ESTRANGED former University of Lagos Pro-Chancellor and Chairman of Council, Dr. Wale Babalakin, SAN, has eminent right to resist any assault on his rights. That is his natural forte, being a legal silk himself.
Yet, his letter of resignation from office, dated September 15, crawled with stacking of cards and fawning paternalism that can really gall — even to disinterested third parties.
For starters, Babalakin sounded like an unimpeachable force, as pro-chancellor, whose oracular words should never be challenged.
“I led the Governing Council of the university to remove the Vice Chancellor of the university from office …” and he followed that with a peremptory re-listing of the alleged charges, which gave the impression of a media trial — nay, conviction — afresh, when the original process had been challenged by those involved, prompting the setting up of a visitation panel by the university’s Visitor, President Muhammadu Buhari. That panel just submitted its report.
From the tone of the letter, Babalakin appeared to give only grudging respect to the right of the visitor (who appointed him to the job in the first instance) to take measures to address controversies, arising from the actions by the council, the visitor’s own brood of appointees.
“After calm had been restored in the university [says who?], the visitor acting within his powers, set up a Presidential Visitation Panel to review the action taken by Governing Council,” and added: “I find it difficult to understand how a non-executive chairman of Governing Council could be requested to recuse himself during the visitation.”
Perhaps Babalakin was making a technical point in law, which lesser mortals can’t comprehend?
But if the government had frozen the council’s sack of the vice-chancellor for complaints of alleged skewed process, and the pro-chancellor was central to that decision, just as the vice chancellor, who now parades himself as victim of an allegedly faulty procedure, what is wrong with recusing both of them, to create a clear field to get at the facts?
Doesn’t natural justice demand just that? Indeed, such an action would seem simple common sense in the circumstances.
To push his case, Dr. Babalakin went on to list his sacrifices to the university — not taking due sitting allowances and shunning even refreshments, in terms of foods and drinks, each time the council met. Bayo Adaralegbe, a council member who also resigned in protest, augmented that list by claiming Babalakin had sunk no less than N100 m of his own private funds into the university, aside from being on the cusp of transferring own land (40 hectares), to help Unilag staff acquire own homes.

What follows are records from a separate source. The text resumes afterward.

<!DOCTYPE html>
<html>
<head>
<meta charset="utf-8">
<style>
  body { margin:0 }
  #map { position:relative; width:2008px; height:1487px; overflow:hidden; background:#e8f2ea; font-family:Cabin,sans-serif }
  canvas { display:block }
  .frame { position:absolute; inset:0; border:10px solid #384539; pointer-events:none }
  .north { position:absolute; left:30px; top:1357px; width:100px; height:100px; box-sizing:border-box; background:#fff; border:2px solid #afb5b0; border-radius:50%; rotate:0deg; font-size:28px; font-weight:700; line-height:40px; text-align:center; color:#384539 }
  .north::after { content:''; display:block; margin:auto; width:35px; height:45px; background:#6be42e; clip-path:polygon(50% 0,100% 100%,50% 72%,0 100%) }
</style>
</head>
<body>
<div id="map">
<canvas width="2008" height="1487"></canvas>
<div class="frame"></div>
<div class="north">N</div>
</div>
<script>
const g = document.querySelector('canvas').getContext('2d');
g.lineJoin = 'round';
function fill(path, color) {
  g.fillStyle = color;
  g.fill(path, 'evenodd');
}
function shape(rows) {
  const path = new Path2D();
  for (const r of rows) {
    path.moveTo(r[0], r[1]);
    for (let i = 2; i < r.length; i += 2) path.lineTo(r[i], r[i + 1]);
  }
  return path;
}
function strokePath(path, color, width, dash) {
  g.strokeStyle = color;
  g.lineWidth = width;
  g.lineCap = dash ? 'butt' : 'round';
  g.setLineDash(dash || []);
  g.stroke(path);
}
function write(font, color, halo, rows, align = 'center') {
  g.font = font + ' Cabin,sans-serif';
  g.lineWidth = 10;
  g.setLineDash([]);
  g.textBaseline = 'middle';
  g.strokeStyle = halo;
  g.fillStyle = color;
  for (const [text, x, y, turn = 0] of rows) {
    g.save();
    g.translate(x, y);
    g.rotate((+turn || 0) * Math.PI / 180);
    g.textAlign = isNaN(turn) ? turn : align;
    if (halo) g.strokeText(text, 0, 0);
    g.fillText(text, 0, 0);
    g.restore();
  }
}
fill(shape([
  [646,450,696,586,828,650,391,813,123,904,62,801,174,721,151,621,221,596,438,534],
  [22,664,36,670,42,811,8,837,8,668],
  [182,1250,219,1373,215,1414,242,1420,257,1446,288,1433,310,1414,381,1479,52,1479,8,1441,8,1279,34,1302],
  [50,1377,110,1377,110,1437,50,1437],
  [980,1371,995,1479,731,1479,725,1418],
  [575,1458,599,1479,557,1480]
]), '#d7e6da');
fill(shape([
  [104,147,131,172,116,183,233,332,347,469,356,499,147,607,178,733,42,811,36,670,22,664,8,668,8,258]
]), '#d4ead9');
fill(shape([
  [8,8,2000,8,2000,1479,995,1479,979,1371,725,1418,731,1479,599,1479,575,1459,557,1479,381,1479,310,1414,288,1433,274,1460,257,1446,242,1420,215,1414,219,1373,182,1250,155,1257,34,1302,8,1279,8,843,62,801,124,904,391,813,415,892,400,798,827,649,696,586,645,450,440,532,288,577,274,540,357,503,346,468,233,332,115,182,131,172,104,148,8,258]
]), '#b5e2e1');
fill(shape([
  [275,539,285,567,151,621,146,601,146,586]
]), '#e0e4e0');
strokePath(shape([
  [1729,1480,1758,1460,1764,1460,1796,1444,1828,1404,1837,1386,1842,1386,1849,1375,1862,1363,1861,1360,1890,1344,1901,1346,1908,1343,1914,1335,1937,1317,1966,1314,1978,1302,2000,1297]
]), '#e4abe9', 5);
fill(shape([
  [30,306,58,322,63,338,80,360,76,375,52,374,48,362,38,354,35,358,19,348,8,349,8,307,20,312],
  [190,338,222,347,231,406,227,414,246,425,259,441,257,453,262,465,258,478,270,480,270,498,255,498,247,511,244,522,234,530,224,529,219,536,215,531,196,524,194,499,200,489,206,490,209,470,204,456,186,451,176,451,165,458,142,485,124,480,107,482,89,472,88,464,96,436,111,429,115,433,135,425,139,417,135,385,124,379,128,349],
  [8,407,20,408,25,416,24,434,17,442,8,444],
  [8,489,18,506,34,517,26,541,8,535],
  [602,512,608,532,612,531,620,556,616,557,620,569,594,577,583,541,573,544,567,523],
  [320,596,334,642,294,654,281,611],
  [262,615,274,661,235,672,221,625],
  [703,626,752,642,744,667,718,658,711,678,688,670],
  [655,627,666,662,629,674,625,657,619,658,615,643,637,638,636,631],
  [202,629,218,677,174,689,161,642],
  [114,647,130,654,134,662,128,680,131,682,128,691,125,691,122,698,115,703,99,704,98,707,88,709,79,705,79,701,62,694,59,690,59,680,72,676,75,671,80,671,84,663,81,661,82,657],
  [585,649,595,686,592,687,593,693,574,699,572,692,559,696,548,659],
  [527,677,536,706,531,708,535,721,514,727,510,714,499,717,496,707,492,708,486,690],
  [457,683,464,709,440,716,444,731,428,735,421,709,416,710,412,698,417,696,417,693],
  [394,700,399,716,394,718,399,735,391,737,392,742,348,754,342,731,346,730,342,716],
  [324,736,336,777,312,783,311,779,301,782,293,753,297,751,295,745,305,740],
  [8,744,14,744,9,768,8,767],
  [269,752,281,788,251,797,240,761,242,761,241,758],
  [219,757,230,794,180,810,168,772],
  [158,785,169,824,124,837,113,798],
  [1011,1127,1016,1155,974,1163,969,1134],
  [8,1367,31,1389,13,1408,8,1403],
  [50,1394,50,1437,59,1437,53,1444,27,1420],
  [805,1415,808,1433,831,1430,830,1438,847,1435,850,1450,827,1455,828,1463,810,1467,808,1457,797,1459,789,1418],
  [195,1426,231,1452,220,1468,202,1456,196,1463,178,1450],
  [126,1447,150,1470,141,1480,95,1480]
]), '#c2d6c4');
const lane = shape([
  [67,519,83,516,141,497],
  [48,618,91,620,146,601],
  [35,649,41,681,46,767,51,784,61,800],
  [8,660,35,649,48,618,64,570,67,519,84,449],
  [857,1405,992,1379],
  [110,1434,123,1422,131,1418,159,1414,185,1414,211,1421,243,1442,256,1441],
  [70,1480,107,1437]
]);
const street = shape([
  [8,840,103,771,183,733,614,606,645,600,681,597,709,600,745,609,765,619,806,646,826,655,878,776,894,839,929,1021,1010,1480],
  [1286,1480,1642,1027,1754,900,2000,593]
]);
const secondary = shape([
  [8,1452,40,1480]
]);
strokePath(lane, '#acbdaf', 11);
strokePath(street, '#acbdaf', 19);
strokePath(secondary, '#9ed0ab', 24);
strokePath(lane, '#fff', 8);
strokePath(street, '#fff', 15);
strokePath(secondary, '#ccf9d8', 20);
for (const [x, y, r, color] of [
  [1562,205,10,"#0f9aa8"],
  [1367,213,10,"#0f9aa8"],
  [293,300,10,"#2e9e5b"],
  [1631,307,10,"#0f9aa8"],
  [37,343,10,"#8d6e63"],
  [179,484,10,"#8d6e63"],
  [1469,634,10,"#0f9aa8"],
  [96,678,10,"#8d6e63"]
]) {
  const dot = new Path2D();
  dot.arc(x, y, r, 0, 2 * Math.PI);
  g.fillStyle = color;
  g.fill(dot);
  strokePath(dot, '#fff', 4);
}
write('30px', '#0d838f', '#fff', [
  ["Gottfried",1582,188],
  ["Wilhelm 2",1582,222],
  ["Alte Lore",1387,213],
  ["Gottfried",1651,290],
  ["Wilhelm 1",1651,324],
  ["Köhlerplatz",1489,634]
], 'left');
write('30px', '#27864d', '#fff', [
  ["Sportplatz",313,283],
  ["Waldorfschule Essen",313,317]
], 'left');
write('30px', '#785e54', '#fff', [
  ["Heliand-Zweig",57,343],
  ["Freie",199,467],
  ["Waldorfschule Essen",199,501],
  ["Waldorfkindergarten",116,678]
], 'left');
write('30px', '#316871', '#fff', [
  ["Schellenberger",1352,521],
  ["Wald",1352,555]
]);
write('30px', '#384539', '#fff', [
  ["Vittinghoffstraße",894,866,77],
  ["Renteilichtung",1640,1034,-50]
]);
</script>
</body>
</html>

These are gestures the university community would be eternally grateful for. But they are freely taken personal decisions that can’t weigh in on the fairness or otherwise of the Babalakin-chaired university council decision.
Indeed, these are extraneous factors logicians would call stark stacking of cards, powered by appeal to pity. Hardball can’t see how these sentiments fortify Dr. Babalakin’s case.
Let every party to the dispute, in good faith, await the panel’s reports. But the Babalakin effort appears a ploy to discredit it, even before it is out. That can’t be fair to the concerted efforts to unearth the truth, in the Unilag crisis.